%%

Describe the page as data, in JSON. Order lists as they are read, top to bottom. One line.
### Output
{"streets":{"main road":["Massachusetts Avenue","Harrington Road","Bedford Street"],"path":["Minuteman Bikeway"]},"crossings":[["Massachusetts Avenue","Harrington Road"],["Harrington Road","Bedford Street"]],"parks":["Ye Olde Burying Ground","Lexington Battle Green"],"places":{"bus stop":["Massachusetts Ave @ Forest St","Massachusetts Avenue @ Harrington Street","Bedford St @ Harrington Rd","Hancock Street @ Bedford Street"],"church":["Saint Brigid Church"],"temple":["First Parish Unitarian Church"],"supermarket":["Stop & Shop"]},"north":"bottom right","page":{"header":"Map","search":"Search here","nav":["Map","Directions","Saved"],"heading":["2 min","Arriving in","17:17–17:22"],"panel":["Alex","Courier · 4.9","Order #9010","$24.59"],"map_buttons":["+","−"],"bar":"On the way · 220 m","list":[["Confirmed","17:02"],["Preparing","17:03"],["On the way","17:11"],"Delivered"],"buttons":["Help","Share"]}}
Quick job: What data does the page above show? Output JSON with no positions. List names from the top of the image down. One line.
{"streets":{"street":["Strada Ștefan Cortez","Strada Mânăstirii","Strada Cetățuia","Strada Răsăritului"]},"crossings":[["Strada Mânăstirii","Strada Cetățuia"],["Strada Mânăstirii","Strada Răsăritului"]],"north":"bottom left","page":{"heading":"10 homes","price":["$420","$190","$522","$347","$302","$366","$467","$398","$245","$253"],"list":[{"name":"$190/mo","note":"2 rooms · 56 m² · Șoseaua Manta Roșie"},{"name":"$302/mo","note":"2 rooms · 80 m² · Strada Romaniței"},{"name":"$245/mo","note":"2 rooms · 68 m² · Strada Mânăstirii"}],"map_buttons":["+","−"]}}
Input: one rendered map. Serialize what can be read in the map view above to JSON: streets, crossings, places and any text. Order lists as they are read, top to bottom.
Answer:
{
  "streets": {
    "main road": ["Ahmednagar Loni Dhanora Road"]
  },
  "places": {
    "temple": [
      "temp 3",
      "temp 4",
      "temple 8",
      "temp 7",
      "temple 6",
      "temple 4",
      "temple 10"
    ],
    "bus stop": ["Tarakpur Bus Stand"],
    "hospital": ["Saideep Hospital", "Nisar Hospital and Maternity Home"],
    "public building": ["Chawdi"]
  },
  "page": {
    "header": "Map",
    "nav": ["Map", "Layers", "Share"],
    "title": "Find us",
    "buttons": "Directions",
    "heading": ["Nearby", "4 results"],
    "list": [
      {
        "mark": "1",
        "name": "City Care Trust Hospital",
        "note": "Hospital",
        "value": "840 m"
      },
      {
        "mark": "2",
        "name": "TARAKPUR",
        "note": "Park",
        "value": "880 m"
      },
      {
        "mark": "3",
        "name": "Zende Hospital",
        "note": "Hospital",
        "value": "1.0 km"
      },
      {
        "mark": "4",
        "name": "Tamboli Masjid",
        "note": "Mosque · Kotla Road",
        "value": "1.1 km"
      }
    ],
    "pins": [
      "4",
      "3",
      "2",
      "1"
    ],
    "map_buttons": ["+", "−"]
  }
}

%%

_Aim of the task:_
Reproduce exactly the lines that run from the start of the records to the line with "Input: one rendered", both included.

_Written reply:_
Describe the page as data, in JSON. Order lists as they are read, top to bottom. One line.
### Output
{"streets":{"main road":["Massachusetts Avenue","Harrington Road","Bedford Street"],"path":["Minuteman Bikeway"]},"crossings":[["Massachusetts Avenue","Harrington Road"],["Harrington Road","Bedford Street"]],"parks":["Ye Olde Burying Ground","Lexington Battle Green"],"places":{"bus stop":["Massachusetts Ave @ Forest St","Massachusetts Avenue @ Harrington Street","Bedford St @ Harrington Rd","Hancock Street @ Bedford Street"],"church":["Saint Brigid Church"],"temple":["First Parish Unitarian Church"],"supermarket":["Stop & Shop"]},"north":"bottom right","page":{"header":"Map","search":"Search here","nav":["Map","Directions","Saved"],"heading":["2 min","Arriving in","17:17–17:22"],"panel":["Alex","Courier · 4.9","Order #9010","$24.59"],"map_buttons":["+","−"],"bar":"On the way · 220 m","list":[["Confirmed","17:02"],["Preparing","17:03"],["On the way","17:11"],"Delivered"],"buttons":["Help","Share"]}}
Quick job: What data does the page above show? Output JSON with no positions. List names from the top of the image down. One line.
{"streets":{"street":["Strada Ștefan Cortez","Strada Mânăstirii","Strada Cetățuia","Strada Răsăritului"]},"crossings":[["Strada Mânăstirii","Strada Cetățuia"],["Strada Mânăstirii","Strada Răsăritului"]],"north":"bottom left","page":{"heading":"10 homes","price":["$420","$190","$522","$347","$302","$366","$467","$398","$245","$253"],"list":[{"name":"$190/mo","note":"2 rooms · 56 m² · Șoseaua Manta Roșie"},{"name":"$302/mo","note":"2 rooms · 80 m² · Strada Romaniței"},{"name":"$245/mo","note":"2 rooms · 68 m² · Strada Mânăstirii"}],"map_buttons":["+","−"]}}
Input: one rendered map. Serialize what can be read in the map view above to JSON: streets, crossings, places and any text. Order lists as they are read, top to bottom.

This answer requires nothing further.